# [Records supplied]

——————————

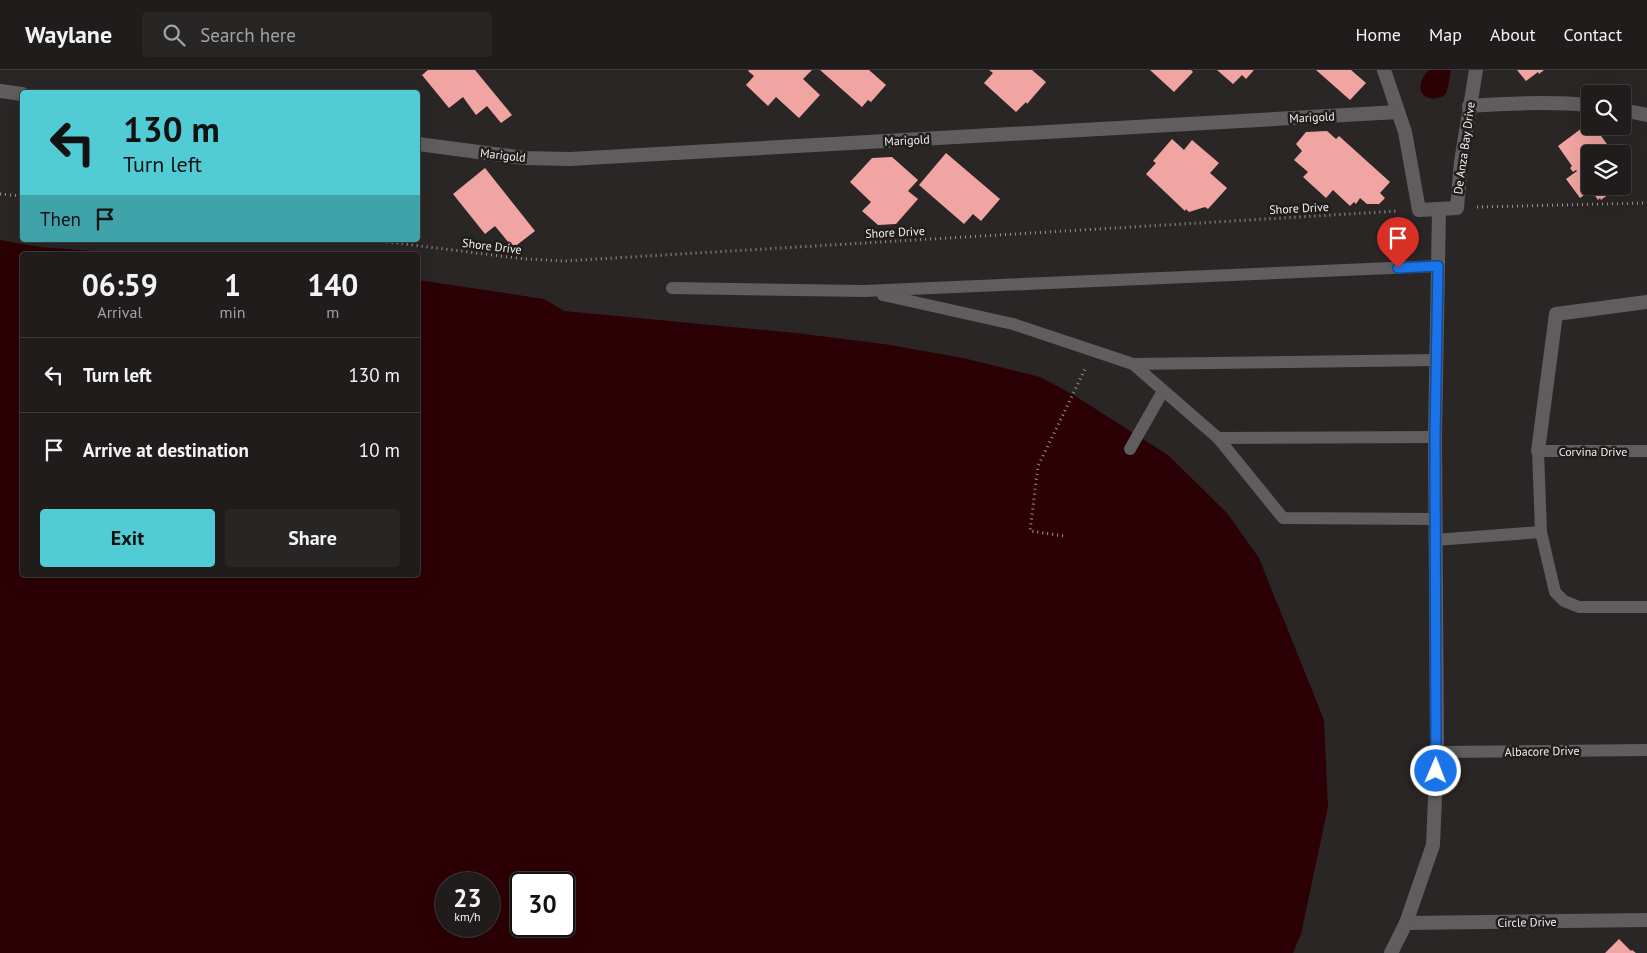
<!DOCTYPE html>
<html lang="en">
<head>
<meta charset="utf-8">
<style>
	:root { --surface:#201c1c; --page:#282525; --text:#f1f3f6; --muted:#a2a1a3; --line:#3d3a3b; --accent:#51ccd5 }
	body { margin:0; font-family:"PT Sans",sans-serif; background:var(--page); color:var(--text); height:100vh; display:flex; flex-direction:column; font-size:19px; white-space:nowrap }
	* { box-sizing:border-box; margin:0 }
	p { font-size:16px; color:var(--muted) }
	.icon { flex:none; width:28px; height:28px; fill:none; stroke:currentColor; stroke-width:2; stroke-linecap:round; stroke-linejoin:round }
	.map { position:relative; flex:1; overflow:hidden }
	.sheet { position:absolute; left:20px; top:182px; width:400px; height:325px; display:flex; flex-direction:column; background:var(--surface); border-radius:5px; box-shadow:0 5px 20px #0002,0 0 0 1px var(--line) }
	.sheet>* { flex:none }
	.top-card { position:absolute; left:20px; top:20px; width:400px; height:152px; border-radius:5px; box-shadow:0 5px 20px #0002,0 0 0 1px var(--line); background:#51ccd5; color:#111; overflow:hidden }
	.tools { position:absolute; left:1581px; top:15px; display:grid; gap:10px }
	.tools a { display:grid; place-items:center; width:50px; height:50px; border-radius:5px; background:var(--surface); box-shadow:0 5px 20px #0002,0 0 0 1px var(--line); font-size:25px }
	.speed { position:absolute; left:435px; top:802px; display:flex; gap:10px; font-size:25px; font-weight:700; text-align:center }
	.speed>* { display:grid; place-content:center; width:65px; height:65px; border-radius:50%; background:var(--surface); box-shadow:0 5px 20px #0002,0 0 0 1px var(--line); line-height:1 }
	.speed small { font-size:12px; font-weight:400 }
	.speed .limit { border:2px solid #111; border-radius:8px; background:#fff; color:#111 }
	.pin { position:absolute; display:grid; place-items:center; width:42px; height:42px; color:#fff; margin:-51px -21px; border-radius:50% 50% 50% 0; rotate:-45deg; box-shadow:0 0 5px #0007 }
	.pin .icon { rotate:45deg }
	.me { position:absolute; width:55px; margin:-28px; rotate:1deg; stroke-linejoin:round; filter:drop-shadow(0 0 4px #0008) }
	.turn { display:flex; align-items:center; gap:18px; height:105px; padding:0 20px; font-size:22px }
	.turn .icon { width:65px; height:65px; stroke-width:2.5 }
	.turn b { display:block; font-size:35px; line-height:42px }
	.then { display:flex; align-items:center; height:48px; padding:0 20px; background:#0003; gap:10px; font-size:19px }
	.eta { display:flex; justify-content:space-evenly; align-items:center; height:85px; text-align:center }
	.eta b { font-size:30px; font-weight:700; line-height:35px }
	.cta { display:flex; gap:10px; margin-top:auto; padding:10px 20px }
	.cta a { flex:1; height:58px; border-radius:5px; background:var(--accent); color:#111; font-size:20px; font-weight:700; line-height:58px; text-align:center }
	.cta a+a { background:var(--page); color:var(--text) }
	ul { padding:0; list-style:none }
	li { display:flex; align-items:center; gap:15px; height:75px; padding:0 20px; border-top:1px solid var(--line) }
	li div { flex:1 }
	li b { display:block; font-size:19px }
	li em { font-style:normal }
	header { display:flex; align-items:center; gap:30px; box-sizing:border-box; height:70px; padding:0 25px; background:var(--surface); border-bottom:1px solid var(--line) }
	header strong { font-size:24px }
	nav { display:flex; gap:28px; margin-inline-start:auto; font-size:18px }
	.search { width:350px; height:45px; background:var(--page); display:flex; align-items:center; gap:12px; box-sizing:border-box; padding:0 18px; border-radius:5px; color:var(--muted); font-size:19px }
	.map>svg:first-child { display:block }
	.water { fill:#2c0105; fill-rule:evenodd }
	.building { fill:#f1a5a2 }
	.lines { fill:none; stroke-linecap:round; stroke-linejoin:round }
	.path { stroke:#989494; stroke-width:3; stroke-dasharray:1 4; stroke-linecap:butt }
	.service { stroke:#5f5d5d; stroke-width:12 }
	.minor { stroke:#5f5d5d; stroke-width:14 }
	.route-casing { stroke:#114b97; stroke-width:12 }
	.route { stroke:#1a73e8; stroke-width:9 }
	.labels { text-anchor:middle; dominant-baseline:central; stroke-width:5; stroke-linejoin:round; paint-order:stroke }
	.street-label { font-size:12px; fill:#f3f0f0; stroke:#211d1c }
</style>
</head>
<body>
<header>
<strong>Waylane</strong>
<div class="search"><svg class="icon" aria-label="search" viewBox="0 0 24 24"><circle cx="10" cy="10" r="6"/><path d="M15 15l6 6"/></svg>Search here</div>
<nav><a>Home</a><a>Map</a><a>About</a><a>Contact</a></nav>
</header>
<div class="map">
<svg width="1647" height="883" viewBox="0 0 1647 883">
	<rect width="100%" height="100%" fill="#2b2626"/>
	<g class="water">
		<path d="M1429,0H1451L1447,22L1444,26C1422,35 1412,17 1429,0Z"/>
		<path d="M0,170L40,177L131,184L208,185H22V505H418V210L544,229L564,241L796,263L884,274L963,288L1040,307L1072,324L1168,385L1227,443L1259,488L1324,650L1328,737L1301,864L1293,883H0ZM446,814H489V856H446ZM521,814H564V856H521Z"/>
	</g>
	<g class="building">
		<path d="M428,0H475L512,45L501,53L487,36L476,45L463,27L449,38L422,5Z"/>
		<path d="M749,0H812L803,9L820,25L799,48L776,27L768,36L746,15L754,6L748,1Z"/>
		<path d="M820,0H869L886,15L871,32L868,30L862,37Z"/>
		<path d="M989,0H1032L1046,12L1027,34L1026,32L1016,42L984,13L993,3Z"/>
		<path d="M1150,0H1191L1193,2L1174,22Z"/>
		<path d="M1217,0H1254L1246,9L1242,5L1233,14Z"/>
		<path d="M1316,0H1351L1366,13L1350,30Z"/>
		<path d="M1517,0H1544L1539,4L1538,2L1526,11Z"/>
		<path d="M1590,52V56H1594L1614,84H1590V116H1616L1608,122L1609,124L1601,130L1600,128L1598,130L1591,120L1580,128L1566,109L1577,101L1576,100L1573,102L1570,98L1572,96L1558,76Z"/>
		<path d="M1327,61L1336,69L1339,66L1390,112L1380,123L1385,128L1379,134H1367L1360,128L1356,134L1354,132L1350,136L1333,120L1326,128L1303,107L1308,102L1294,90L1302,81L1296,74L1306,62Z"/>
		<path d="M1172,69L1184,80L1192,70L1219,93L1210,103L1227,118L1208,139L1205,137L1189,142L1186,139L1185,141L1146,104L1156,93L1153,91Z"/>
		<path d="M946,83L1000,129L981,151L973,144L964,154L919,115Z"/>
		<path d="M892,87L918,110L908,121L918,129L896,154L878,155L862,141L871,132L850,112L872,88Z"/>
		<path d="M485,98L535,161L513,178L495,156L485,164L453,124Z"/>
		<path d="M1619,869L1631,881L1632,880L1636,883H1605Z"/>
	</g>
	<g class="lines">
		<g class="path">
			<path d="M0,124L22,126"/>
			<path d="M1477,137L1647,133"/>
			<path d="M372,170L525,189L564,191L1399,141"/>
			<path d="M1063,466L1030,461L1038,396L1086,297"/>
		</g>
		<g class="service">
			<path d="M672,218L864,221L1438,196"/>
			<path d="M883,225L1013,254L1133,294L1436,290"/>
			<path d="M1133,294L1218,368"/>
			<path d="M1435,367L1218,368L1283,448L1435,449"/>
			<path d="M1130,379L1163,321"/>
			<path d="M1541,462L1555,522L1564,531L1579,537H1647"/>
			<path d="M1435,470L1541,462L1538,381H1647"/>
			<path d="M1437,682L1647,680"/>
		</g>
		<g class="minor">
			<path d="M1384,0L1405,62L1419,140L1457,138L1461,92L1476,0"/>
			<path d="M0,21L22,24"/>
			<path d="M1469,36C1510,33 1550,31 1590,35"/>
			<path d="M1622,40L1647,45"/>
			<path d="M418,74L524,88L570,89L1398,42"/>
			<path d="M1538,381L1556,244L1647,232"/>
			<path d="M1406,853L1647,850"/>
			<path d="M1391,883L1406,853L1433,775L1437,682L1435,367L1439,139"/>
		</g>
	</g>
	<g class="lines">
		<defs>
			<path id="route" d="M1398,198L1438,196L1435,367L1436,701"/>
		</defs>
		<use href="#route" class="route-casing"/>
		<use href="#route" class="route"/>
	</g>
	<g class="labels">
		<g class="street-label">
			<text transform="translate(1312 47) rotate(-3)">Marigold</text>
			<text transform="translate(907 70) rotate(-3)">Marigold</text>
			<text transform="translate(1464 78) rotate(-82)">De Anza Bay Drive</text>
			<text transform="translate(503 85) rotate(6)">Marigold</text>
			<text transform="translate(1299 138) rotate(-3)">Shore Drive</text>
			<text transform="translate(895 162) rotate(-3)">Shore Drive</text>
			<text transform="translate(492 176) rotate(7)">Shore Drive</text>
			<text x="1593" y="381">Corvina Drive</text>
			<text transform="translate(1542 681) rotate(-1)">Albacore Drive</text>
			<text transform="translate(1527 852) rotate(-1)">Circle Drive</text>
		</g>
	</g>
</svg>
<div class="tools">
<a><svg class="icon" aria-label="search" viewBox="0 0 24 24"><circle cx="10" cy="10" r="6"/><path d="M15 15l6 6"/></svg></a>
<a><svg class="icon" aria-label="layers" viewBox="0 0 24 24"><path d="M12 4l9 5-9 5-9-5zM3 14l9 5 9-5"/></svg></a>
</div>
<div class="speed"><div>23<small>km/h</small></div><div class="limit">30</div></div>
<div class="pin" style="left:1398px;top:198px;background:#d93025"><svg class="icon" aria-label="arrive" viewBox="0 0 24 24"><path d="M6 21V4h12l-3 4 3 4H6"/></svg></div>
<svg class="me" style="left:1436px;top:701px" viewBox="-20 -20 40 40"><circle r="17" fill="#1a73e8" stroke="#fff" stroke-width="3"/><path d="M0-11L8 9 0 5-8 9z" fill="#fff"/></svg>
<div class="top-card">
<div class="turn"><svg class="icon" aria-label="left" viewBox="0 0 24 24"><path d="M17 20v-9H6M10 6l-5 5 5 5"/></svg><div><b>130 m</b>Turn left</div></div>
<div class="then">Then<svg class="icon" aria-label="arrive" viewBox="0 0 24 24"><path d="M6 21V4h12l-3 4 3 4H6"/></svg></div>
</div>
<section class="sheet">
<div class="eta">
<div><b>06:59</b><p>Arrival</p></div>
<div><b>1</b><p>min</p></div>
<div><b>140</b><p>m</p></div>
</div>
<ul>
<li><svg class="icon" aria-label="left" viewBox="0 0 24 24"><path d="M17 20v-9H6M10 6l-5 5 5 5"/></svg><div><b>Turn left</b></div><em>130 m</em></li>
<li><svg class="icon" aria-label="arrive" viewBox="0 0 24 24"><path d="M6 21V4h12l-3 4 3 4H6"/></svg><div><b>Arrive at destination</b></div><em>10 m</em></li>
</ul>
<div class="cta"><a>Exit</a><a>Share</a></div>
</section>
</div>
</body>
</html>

——————————

# [Work request]
State how many lines in the records above contain the word "none". Write the number alone.

# [Solution for this problem]
4